Files
Contents
Files 1#
This chapter introduces how we can store data in a persistent way, this can be done via files and databases. We have already seen how we can open a file and read the content of a file, but storing data to process it later is indispensible. This functionality enables us to store data at some point in time and retrieve it at a later point in time.
Persistence#
The programs we have seen and that you have written, process data (input values) and print the results. The produced data evaporates, however, in real life this is not what we want. Banks, webshops, etc. do not want to lose their data about customers, their shopping history, etc. Actually from a data science point of view this data is extremely important, because via this data trends, etc. can be predicted.
Programs that store their data are persistent.
Some programs are launched and they start with reading in (stored) data and continue with this data. Before terminating the new data is stored again. Other programs run “forever” and store their data in a persistent way (on disk) in order to ensure that no data is lost.
One of the simplest ways for programs to maintain their data is by reading and writing (text) files.
Another way is to store data in a database, we will see a simple database and a module pickle
to store data in an easy way.
Opening Files#
When we aim at opening a file, what we are really doing is asking the operating system (OS) to find a file by name and verify that it exists.
We use the built-in function open()
in Python to achieve this task.
file_out = open('datasets/output.txt')
---------------------------------------------------------------------------
FileNotFoundError Traceback (most recent call last)
Cell In[1], line 1
----> 1 file_out = open('datasets/output.txt')
File /opt/hostedtoolcache/Python/3.8.15/x64/lib/python3.8/site-packages/IPython/core/interactiveshell.py:282, in _modified_open(file, *args, **kwargs)
275 if file in {0, 1, 2}:
276 raise ValueError(
277 f"IPython won't let you open fd={file} by default "
278 "as it is likely to crash IPython.

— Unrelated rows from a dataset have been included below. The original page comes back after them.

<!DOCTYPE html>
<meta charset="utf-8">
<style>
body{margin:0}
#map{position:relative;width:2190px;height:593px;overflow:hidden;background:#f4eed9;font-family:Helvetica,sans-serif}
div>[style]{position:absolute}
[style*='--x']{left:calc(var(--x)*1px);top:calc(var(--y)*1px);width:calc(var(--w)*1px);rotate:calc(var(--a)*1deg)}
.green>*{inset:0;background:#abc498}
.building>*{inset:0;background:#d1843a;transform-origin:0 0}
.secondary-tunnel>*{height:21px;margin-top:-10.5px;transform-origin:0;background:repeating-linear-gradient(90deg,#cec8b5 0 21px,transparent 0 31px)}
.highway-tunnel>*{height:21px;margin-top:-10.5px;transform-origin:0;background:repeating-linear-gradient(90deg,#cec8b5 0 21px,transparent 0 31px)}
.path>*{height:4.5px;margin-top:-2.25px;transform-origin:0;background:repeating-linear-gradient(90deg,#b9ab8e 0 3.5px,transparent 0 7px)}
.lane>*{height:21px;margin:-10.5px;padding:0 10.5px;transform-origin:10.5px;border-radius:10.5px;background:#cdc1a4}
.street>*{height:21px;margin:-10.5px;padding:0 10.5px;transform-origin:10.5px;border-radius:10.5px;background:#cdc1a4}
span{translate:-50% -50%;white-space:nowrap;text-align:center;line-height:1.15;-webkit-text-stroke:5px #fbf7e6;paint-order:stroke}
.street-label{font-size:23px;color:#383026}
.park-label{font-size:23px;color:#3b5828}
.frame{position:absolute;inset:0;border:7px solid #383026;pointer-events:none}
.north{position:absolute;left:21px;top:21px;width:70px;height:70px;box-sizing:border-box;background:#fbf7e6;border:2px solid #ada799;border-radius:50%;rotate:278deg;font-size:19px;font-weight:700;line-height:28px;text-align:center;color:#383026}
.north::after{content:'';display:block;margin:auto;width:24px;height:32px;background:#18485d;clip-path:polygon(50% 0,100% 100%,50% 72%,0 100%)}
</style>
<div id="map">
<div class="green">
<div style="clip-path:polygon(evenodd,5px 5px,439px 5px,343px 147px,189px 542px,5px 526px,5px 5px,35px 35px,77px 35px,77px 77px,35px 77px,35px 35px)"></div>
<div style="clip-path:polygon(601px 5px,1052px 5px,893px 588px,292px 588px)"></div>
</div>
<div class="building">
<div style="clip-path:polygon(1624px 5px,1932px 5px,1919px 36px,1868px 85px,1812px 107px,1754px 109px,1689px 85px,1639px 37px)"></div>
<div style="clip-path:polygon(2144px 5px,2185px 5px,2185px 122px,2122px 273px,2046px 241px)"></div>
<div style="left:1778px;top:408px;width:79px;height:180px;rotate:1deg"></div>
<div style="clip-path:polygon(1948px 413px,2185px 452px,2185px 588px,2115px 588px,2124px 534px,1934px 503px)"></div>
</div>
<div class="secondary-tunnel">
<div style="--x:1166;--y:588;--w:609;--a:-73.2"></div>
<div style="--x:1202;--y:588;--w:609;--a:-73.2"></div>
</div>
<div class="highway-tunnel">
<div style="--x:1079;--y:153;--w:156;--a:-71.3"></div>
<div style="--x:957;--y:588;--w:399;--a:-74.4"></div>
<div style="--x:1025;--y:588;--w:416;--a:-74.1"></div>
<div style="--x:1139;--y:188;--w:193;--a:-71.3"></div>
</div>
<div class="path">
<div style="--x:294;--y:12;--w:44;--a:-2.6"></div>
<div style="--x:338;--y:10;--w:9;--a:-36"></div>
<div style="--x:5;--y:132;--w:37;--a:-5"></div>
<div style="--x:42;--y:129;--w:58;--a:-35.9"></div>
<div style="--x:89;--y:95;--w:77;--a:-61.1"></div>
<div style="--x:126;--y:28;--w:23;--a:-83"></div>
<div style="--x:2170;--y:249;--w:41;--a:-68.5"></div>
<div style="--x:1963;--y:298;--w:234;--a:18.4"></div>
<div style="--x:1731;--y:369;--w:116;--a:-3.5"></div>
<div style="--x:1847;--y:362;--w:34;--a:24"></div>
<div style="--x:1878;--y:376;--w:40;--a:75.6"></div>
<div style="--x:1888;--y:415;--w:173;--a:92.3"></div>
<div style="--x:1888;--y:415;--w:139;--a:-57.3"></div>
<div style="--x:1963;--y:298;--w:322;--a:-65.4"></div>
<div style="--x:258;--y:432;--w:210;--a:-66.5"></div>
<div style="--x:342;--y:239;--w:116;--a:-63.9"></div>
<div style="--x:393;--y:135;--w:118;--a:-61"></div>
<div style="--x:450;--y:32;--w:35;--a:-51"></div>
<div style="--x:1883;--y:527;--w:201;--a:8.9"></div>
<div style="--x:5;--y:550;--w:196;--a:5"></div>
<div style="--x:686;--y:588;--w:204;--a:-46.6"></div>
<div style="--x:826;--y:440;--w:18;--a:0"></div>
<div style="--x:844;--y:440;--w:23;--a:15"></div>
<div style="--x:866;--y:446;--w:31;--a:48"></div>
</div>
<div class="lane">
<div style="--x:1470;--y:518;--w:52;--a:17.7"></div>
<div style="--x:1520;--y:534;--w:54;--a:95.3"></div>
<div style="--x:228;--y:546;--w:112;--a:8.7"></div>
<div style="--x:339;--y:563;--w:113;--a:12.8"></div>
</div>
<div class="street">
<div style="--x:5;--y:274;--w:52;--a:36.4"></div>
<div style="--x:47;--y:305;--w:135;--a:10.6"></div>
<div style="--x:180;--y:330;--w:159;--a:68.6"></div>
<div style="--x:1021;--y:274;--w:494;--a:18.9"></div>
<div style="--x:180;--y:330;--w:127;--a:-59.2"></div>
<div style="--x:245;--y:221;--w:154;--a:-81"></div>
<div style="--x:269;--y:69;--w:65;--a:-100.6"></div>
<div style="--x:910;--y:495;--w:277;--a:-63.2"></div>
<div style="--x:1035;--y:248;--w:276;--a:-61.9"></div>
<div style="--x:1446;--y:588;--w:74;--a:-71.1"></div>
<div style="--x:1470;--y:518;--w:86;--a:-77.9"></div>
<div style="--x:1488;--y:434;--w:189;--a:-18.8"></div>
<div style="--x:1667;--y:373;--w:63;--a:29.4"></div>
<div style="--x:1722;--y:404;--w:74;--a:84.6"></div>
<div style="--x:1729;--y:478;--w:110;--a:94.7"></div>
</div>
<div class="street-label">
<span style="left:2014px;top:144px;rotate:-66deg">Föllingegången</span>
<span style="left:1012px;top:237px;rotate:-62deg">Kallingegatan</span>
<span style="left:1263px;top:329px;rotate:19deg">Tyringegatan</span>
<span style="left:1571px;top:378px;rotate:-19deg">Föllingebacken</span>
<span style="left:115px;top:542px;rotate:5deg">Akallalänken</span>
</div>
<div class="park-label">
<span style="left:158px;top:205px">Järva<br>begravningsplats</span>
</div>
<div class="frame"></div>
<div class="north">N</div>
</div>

If you know what you are doing, "
279 "you can use builtins' open."
280 )
--> 282 return io_open(file, *args, **kwargs)
FileNotFoundError: [Errno 2] No such file or directory: 'datasets/output.txt'
If the function open
is successful, the operating system returns a file handle.

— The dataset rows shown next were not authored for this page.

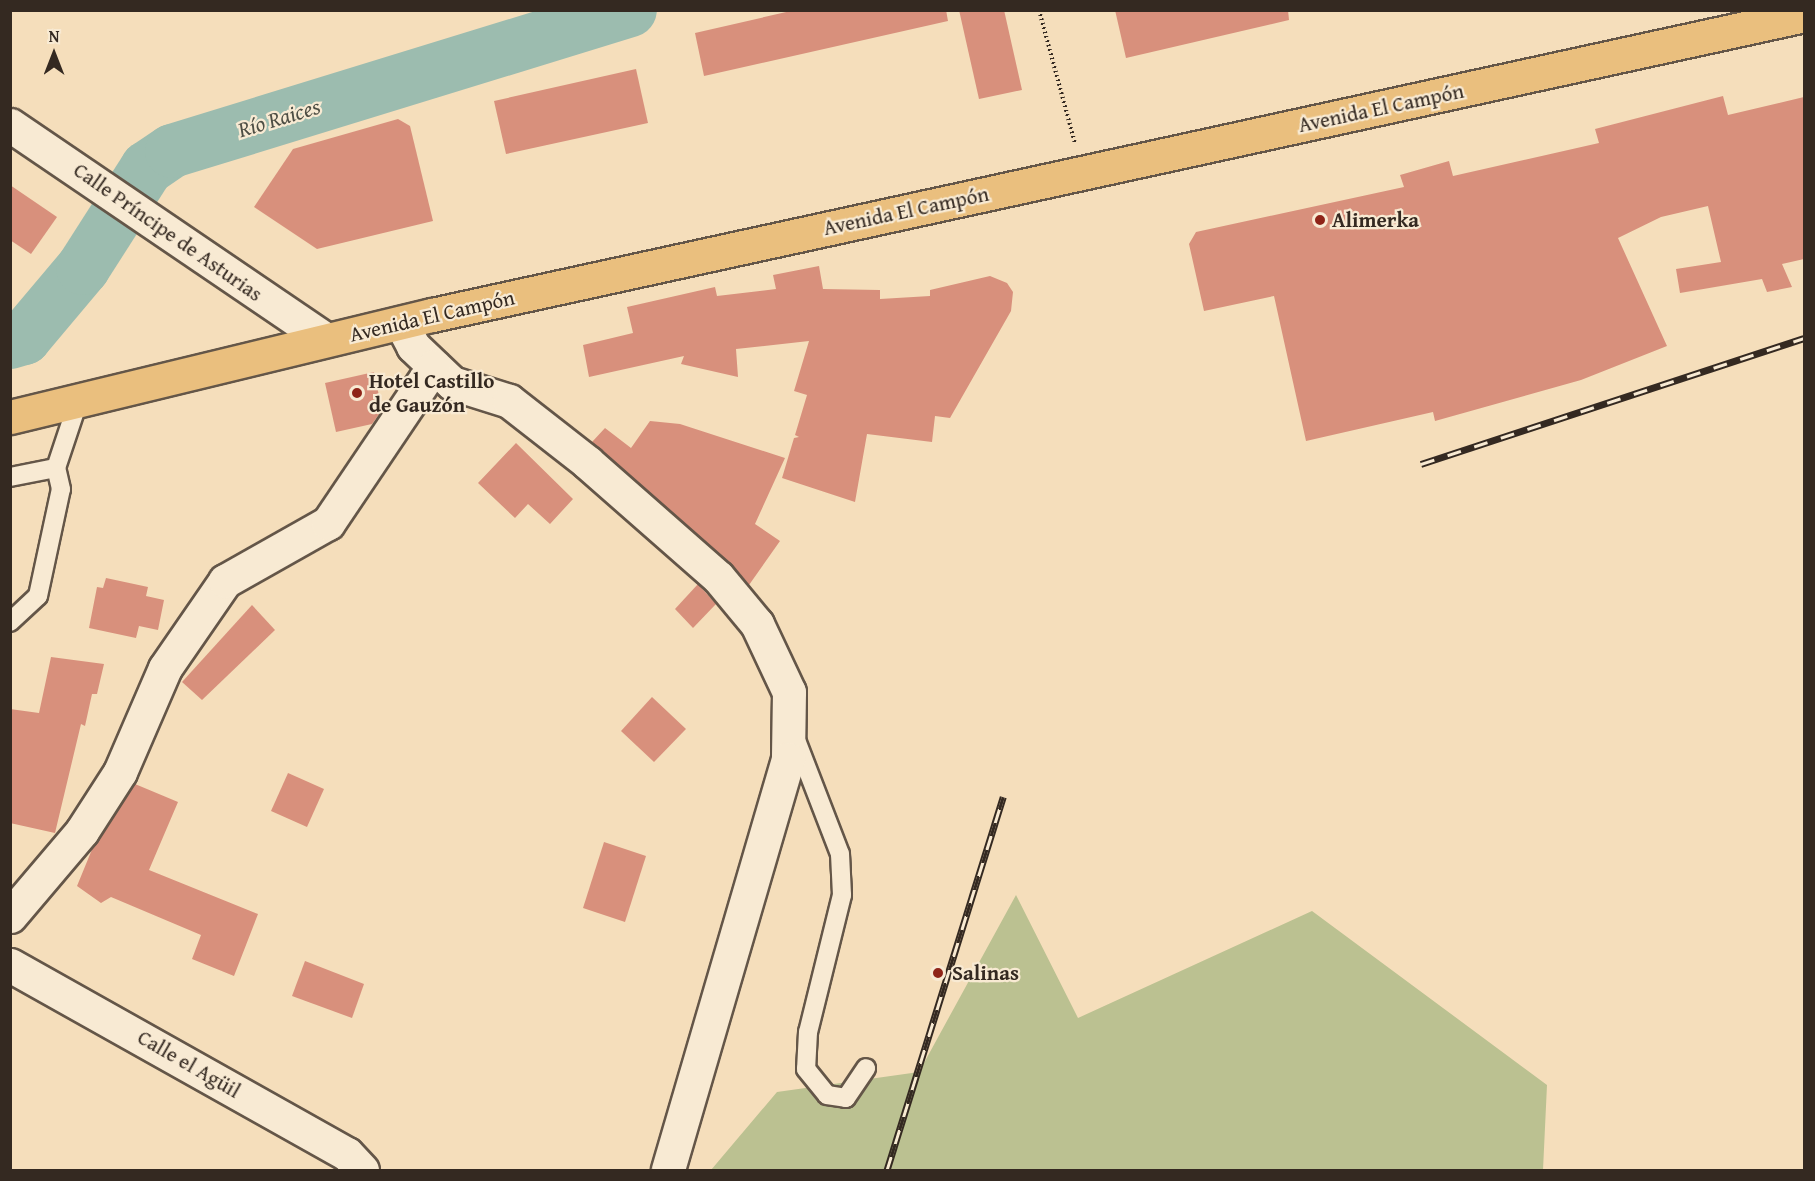 <!DOCTYPE html>
<html>
<head>
<meta charset="utf-8">
<style>
	body { margin:0 }
	#map { position:relative; width:1815px; height:1181px; overflow:hidden; background:#f5debb; font-family:"Gentium Book Plus",serif }
	div>[style] { position:absolute }
	[style*='--x'] { left:calc(var(--x)*1px); top:calc(var(--y)*1px); width:calc(var(--w)*1px); rotate:calc(var(--a)*1deg) }
	.green>* { inset:0; background:#bbc191 }
	.river>* { height:54px; margin:-27px; padding:0 27px; transform-origin:27px; border-radius:27px; background:#9cbcaf }
	.building>* { inset:0; background:#d8907c }
	.path>* { height:4px; margin-top:-2px; transform-origin:0; background:repeating-linear-gradient(90deg,#342921 0 1.5px,transparent 0 4.5px) }
	.roads { filter:drop-shadow(2px 0 #645648) drop-shadow(-2px 0 #645648) drop-shadow(0 2px #645648) drop-shadow(0 -2px #645648) }
	.lane>* { height:18px; margin:-9px; padding:0 9px; transform-origin:9px; border-radius:9px; background:#f8ead3 }
	.street>* { height:33px; margin:-16.5px; padding:0 16.5px; transform-origin:16.5px; border-radius:16.5px; background:#f8ead3 }
	.secondary>* { height:33px; margin:-16.5px; padding:0 16.5px; transform-origin:16.5px; border-radius:16.5px; background:#f8ead3 }
	.primary>* { height:33px; margin:-16.5px; padding:0 16.5px; transform-origin:16.5px; border-radius:16.5px; background:#eabf7e }
	.rail>* { height:7px; margin-top:-3.5px; transform-origin:0; background:repeating-linear-gradient(90deg,#f8ead3 0 14px,#342921 0 28px); box-sizing:border-box; border-block:2px solid #342921 }
	.dots>* { width:16px; height:16px; translate:-50% -50%; box-sizing:border-box; border:3px solid #f8ead3; border-radius:50% }
	span { translate:-50% -50%; white-space:nowrap; text-align:center; line-height:1.15; -webkit-text-stroke:4.5px #f8ead3; paint-order:stroke }
	.street-label { font-size:21px; color:#342921 }
	.poi-label { font-size:21px; color:#342921; font-weight:700 }
	.left { translate:0 -50%; text-align:left }
	.water-label { font-size:22px; color:#4e4e44; font-style:italic }
	.frame { position:absolute; inset:0; border:12px solid #342921; pointer-events:none }
	.north { position:absolute; left:24px; top:24px; width:60px; height:60px; -webkit-text-stroke:4px #f8ead3; paint-order:stroke; rotate:0deg; font-size:16px; font-weight:700; line-height:24px; text-align:center; color:#342921 }
	.north::after { content:''; display:block; margin:auto; width:21px; height:27px; background:#342921; clip-path:polygon(50% 0,100% 100%,50% 72%,0 100%) }
</style>
</head>
<body>
<div id="map">
	<div class="green">
		<div style="clip-path:polygon(1016px 895px,1078px 1018px,1312px 911px,1547px 1085px,1543px 1170px,711px 1170px,777px 1092px,919px 1072px)"></div>
	</div>
	<div class="river">
		<div style="--x:10;--y:342;--w:15;--a:-16"></div>
		<div style="--x:24;--y:338;--w:92;--a:-49.9"></div>
		<div style="--x:83;--y:268;--w:119;--a:-57.4"></div>
		<div style="--x:147;--y:168;--w:30;--a:-34"></div>
		<div style="--x:172;--y:151;--w:479;--a:-17.1"></div>
	</div>
	<div class="building">
		<div style="clip-path:polygon(795px 10px,946px 10px,948px 21px,704px 76px,695px 33px)"></div>
		<div style="clip-path:polygon(959px 10px,1004px 10px,1022px 90px,979px 99px)"></div>
		<div style="clip-path:polygon(1115px 10px,1288px 10px,1289px 20px,1126px 58px)"></div>
		<div style="clip-path:polygon(636px 69px,648px 123px,506px 154px,494px 101px)"></div>
		<div style="clip-path:polygon(1723px 96px,1728px 115px,1804px 97px,1804px 259px,1782px 264px,1792px 287px,1767px 292px,1762px 279px,1680px 293px,1676px 269px,1721px 262px,1708px 206px,1661px 217px,1618px 238px,1667px 346px,1581px 380px,1435px 421px,1433px 412px,1306px 441px,1274px 296px,1204px 311px,1189px 244px,1196px 232px,1404px 187px,1400px 175px,1449px 161px,1453px 176px,1599px 143px,1595px 129px)"></div>
		<div style="clip-path:polygon(398px 119px,410px 126px,433px 221px,317px 249px,254px 207px,293px 149px)"></div>
		<div style="clip-path:polygon(10px 185px,57px 217px,31px 254px,10px 240px)"></div>
		<div style="clip-path:polygon(819px 266px,823px 289px,880px 290px,880px 299px,930px 296px,930px 290px,990px 276px,1007px 283px,1013px 292px,1011px 311px,950px 418px,935px 416px,932px 442px,867px 434px,855px 502px,782px 478px,794px 438px,799px 437px,795px 435px,807px 395px,794px 391px,809px 341px,736px 349px,738px 377px,681px 364px,684px 356px,589px 377px,583px 345px,633px 333px,627px 307px,715px 287px,717px 296px,776px 289px,773px 275px)"></div>
		<div style="clip-path:polygon(374px 372px,382px 410px,372px 424px,336px 432px,325px 383px)"></div>
		<div style="clip-path:polygon(650px 421px,680px 424px,785px 458px,755px 524px,780px 541px,749px 585px,730px 563px,592px 442px,605px 428px,631px 448px)"></div>
		<div style="clip-path:polygon(516px 443px,573px 499px,550px 524px,528px 504px,515px 518px,478px 483px)"></div>
		<div style="clip-path:polygon(106px 578px,148px 587px,146px 596px,164px 600px,158px 630px,139px 626px,136px 638px,89px 628px,97px 587px,103px 588px)"></div>
		<div style="clip-path:polygon(698px 584px,716px 604px,693px 628px,675px 609px)"></div>
		<div style="clip-path:polygon(252px 605px,275px 630px,202px 700px,182px 682px)"></div>
		<div style="clip-path:polygon(51px 657px,104px 664px,97px 694px,92px 694px,85px 726px,81px 724px,55px 833px,10px 823px,10px 709px,39px 713px)"></div>
		<div style="clip-path:polygon(652px 697px,686px 729px,654px 762px,621px 731px)"></div>
		<div style="clip-path:polygon(288px 773px,324px 789px,307px 827px,271px 811px)"></div>
		<div style="clip-path:polygon(135px 784px,178px 802px,149px 870px,258px 914px,234px 976px,192px 959px,201px 935px,111px 897px,101px 903px,77px 886px,93px 847px)"></div>
		<div style="clip-path:polygon(604px 842px,646px 856px,625px 922px,583px 908px)"></div>
		<div style="clip-path:polygon(305px 961px,364px 984px,352px 1018px,292px 996px)"></div>
	</div>
	<div class="path">
		<div style="--x:1039;--y:10;--w:138;--a:74.9"></div>
	</div>
	<div class="roads">
		<div class="lane">
			<div style="--x:10;--y:477;--w:47;--a:-11.1"></div>
			<div style="--x:56;--y:468;--w:70;--a:-71.6"></div>
			<div style="--x:10;--y:622;--w:38;--a:-43"></div>
			<div style="--x:38;--y:596;--w:109;--a:-77.9"></div>
			<div style="--x:61;--y:489;--w:22;--a:-103"></div>
			<div style="--x:796;--y:740;--w:122;--a:68.9"></div>
			<div style="--x:840;--y:854;--w:41;--a:87.2"></div>
			<div style="--x:842;--y:895;--w:141;--a:103.9"></div>
			<div style="--x:808;--y:1032;--w:37;--a:93"></div>
			<div style="--x:806;--y:1069;--w:33;--a:51"></div>
			<div style="--x:827;--y:1095;--w:19;--a:9"></div>
			<div style="--x:846;--y:1098;--w:36;--a:-56"></div>
		</div>
		<div class="street">
			<div style="--x:10;--y:125;--w:381;--a:34.2"></div>
			<div style="--x:401;--y:323;--w:26;--a:62"></div>
			<div style="--x:413;--y:346;--w:54;--a:43.5"></div>
			<div style="--x:452;--y:383;--w:60;--a:17.5"></div>
			<div style="--x:509;--y:401;--w:99;--a:38"></div>
			<div style="--x:587;--y:462;--w:174;--a:41.3"></div>
			<div style="--x:718;--y:577;--w:61;--a:50.3"></div>
			<div style="--x:757;--y:624;--w:75;--a:64.8"></div>
			<div style="--x:789;--y:692;--w:67;--a:90.9"></div>
			<div style="--x:788;--y:759;--w:428;--a:106.3"></div>
			<div style="--x:10;--y:916;--w:111;--a:-49.7"></div>
			<div style="--x:82;--y:831;--w:70;--a:-57.2"></div>
			<div style="--x:120;--y:772;--w:113;--a:-66.6"></div>
			<div style="--x:165;--y:668;--w:106;--a:-55.4"></div>
			<div style="--x:225;--y:581;--w:118;--a:-29.4"></div>
			<div style="--x:328;--y:523;--w:189;--a:-56"></div>
		</div>
		<div class="secondary">
			<div style="--x:10;--y:965;--w:386;--a:29.3"></div>
			<div style="--x:347;--y:1154;--w:22;--a:47"></div>
		</div>
		<div class="primary">
			<div style="--x:10;--y:417;--w:434;--a:-13.6"></div>
			<div style="--x:432;--y:315;--w:1404;--a:-12.33"></div>
		</div>
	</div>
	<div class="rail">
		<div style="--x:1421;--y:464;--w:403;--a:-18.2"></div>
		<div style="--x:887;--y:1170;--w:391;--a:-72.7"></div>
	</div>
	<div class="dots">
		<div style="left:1320px;top:220px;background:#8f2418"></div>
		<div style="left:357px;top:393px;background:#8f2418"></div>
		<div style="left:938px;top:973px;background:#8f2418"></div>
	</div>
	<div class="street-label">
		<span style="left:1381px;top:108px;rotate:-12deg">Avenida El Campón</span>
		<span style="left:906px;top:211px;rotate:-12deg">Avenida El Campón</span>
		<span style="left:168px;top:232px;rotate:35deg">Calle Príncipe de Asturias</span>
		<span style="left:432px;top:316px;rotate:-13deg">Avenida El Campón</span>
		<span style="left:189px;top:1064px;rotate:30deg">Calle el Agüil</span>
	</div>
	<div class="poi-label">
		<span class="left" style="left:1332px;top:220px">Alimerka</span>
		<span class="left" style="left:369px;top:393px">Hotel Castillo<br>de Gauzón</span>
		<span class="left" style="left:952px;top:973px">Salinas</span>
	</div>
	<div class="water-label">
		<span style="left:279px;top:118px;rotate:-17deg">Río Raices</span>
	</div>
	<div class="frame"></div>
	<div class="north">N</div>
</div>
</body>
</html>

The file handle is not the real data, but instead, it is an intermediary that we can use to read from or write to the file.
Text Files and Lines#
A text file can be seen as a sequence of lines.
Python considers a special character to break the text into lines. This special character is known as the newline character, which represents the end of the line.
The newline character is represented as \n
. If you include this character in a string, the content after the newline character will be displayed in a new line.
print('Data\nScience')
Do It Yourself!
Can you print the text:
"I am
a Data Science student"
while using the newline character?
# Remove this line and add your code here
Reading Files#
To read a file we rely on the open()
function.
This function does not read the entire content of the file once it is called. This happens mainly because the file might be too large to keep it in main memory.
Thus, the open()
function takes the same amount of time to execute regardless of the size of the file.
Once we call the open()
function, we get a file handle that can be used within a for
loop to read each line of the file.
In this case, Python is in charge of splitting the content of the file into separate lines.
With the for
loop we can efficiently read a file of any size, because each line is read, counted, and then discarded.
The following code creates a file handle (file_logs
) and counts the number of lines in the file.
file_logs = open('datasets/logs.txt')
count : int = 0
for line in file_logs:
count += 1
print(count)
If you know that the size of the file is small with reference to the size of your main memory, you can use the read()
method on the file handle.
This method reads the whole content of the file as a big string including all line and newline characters.
It is a good idea to store the output of the read()
method in a variable, given that it exhausts resources (once resources are read, no more content can be obtained in a future invocation).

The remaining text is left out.